# Task goal
Where a line has odd spacing or punctuation, keep it; transcribe all the entries exactly.

##### Task input #####

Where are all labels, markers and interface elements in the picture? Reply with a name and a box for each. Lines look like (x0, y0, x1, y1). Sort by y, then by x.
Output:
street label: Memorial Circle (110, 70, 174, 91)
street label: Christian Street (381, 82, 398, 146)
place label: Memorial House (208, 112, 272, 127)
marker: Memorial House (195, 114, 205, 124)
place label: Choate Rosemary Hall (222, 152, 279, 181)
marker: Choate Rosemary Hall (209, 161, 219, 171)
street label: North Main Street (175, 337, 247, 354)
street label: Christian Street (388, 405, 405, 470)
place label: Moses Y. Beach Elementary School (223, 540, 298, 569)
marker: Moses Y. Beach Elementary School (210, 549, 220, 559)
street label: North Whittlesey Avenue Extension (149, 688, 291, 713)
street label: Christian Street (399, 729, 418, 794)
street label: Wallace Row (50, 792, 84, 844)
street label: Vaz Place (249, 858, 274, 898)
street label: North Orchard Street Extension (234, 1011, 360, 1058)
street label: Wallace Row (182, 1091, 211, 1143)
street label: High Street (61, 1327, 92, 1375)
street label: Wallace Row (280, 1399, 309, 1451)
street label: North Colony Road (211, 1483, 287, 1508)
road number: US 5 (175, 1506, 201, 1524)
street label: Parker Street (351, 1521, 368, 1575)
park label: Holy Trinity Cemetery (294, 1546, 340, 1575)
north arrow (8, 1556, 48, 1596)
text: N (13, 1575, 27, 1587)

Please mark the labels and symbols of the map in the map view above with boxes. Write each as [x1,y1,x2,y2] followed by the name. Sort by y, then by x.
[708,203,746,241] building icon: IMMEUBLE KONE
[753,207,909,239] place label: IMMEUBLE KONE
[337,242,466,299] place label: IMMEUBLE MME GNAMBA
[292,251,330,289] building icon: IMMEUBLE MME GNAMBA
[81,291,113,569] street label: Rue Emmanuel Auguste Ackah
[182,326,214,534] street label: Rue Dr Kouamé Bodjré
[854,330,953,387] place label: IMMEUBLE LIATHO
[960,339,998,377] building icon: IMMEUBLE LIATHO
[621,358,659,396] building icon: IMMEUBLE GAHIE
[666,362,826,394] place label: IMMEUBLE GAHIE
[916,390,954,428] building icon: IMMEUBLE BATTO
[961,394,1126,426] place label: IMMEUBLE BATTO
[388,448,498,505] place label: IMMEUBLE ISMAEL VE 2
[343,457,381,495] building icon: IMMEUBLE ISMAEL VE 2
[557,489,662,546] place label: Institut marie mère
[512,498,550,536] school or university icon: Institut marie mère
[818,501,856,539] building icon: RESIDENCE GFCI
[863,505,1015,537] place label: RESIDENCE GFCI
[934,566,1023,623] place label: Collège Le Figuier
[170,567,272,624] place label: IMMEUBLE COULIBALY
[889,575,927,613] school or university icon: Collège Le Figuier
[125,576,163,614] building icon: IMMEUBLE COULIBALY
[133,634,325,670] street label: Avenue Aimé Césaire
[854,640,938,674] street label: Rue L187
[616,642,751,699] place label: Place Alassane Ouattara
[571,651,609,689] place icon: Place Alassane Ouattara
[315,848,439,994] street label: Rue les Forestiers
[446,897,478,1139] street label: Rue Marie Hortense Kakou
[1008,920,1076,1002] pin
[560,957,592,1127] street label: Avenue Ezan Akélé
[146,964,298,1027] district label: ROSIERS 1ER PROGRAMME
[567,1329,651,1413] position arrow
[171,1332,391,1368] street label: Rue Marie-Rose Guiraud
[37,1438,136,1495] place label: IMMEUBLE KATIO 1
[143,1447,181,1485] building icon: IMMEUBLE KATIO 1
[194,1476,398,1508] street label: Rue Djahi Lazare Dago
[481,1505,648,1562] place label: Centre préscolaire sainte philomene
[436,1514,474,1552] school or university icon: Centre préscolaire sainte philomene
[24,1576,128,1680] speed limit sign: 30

#####

# Task result
Where are all labels, markers and interface elements in the picture? Reply with a name and a box for each. Lines look like (x0, y0, x1, y1). Sort by y, then by x.
Output:
street label: Memorial Circle (110, 70, 174, 91)
street label: Christian Street (381, 82, 398, 146)
place label: Memorial House (208, 112, 272, 127)
marker: Memorial House (195, 114, 205, 124)
place label: Choate Rosemary Hall (222, 152, 279, 181)
marker: Choate Rosemary Hall (209, 161, 219, 171)
street label: North Main Street (175, 337, 247, 354)
street label: Christian Street (388, 405, 405, 470)
place label: Moses Y. Beach Elementary School (223, 540, 298, 569)
marker: Moses Y. Beach Elementary School (210, 549, 220, 559)
street label: North Whittlesey Avenue Extension (149, 688, 291, 713)
street label: Christian Street (399, 729, 418, 794)
street label: Wallace Row (50, 792, 84, 844)
street label: Vaz Place (249, 858, 274, 898)
street label: North Orchard Street Extension (234, 1011, 360, 1058)
street label: Wallace Row (182, 1091, 211, 1143)
street label: High Street (61, 1327, 92, 1375)
street label: Wallace Row (280, 1399, 309, 1451)
street label: North Colony Road (211, 1483, 287, 1508)
road number: US 5 (175, 1506, 201, 1524)
street label: Parker Street (351, 1521, 368, 1575)
park label: Holy Trinity Cemetery (294, 1546, 340, 1575)
north arrow (8, 1556, 48, 1596)
text: N (13, 1575, 27, 1587)

Please mark the labels and symbols of the map in the map view above with boxes. Write each as [x1,y1,x2,y2] followed by the name. Sort by y, then by x.
[708,203,746,241] building icon: IMMEUBLE KONE
[753,207,909,239] place label: IMMEUBLE KONE
[337,242,466,299] place label: IMMEUBLE MME GNAMBA
[292,251,330,289] building icon: IMMEUBLE MME GNAMBA
[81,291,113,569] street label: Rue Emmanuel Auguste Ackah
[182,326,214,534] street label: Rue Dr Kouamé Bodjré
[854,330,953,387] place label: IMMEUBLE LIATHO
[960,339,998,377] building icon: IMMEUBLE LIATHO
[621,358,659,396] building icon: IMMEUBLE GAHIE
[666,362,826,394] place label: IMMEUBLE GAHIE
[916,390,954,428] building icon: IMMEUBLE BATTO
[961,394,1126,426] place label: IMMEUBLE BATTO
[388,448,498,505] place label: IMMEUBLE ISMAEL VE 2
[343,457,381,495] building icon: IMMEUBLE ISMAEL VE 2
[557,489,662,546] place label: Institut marie mère
[512,498,550,536] school or university icon: Institut marie mère
[818,501,856,539] building icon: RESIDENCE GFCI
[863,505,1015,537] place label: RESIDENCE GFCI
[934,566,1023,623] place label: Collège Le Figuier
[170,567,272,624] place label: IMMEUBLE COULIBALY
[889,575,927,613] school or university icon: Collège Le Figuier
[125,576,163,614] building icon: IMMEUBLE COULIBALY
[133,634,325,670] street label: Avenue Aimé Césaire
[854,640,938,674] street label: Rue L187
[616,642,751,699] place label: Place Alassane Ouattara
[571,651,609,689] place icon: Place Alassane Ouattara
[315,848,439,994] street label: Rue les Forestiers
[446,897,478,1139] street label: Rue Marie Hortense Kakou
[1008,920,1076,1002] pin
[560,957,592,1127] street label: Avenue Ezan Akélé
[146,964,298,1027] district label: ROSIERS 1ER PROGRAMME
[567,1329,651,1413] position arrow
[171,1332,391,1368] street label: Rue Marie-Rose Guiraud
[37,1438,136,1495] place label: IMMEUBLE KATIO 1
[143,1447,181,1485] building icon: IMMEUBLE KATIO 1
[194,1476,398,1508] street label: Rue Djahi Lazare Dago
[481,1505,648,1562] place label: Centre préscolaire sainte philomene
[436,1514,474,1552] school or university icon: Centre préscolaire sainte philomene
[24,1576,128,1680] speed limit sign: 30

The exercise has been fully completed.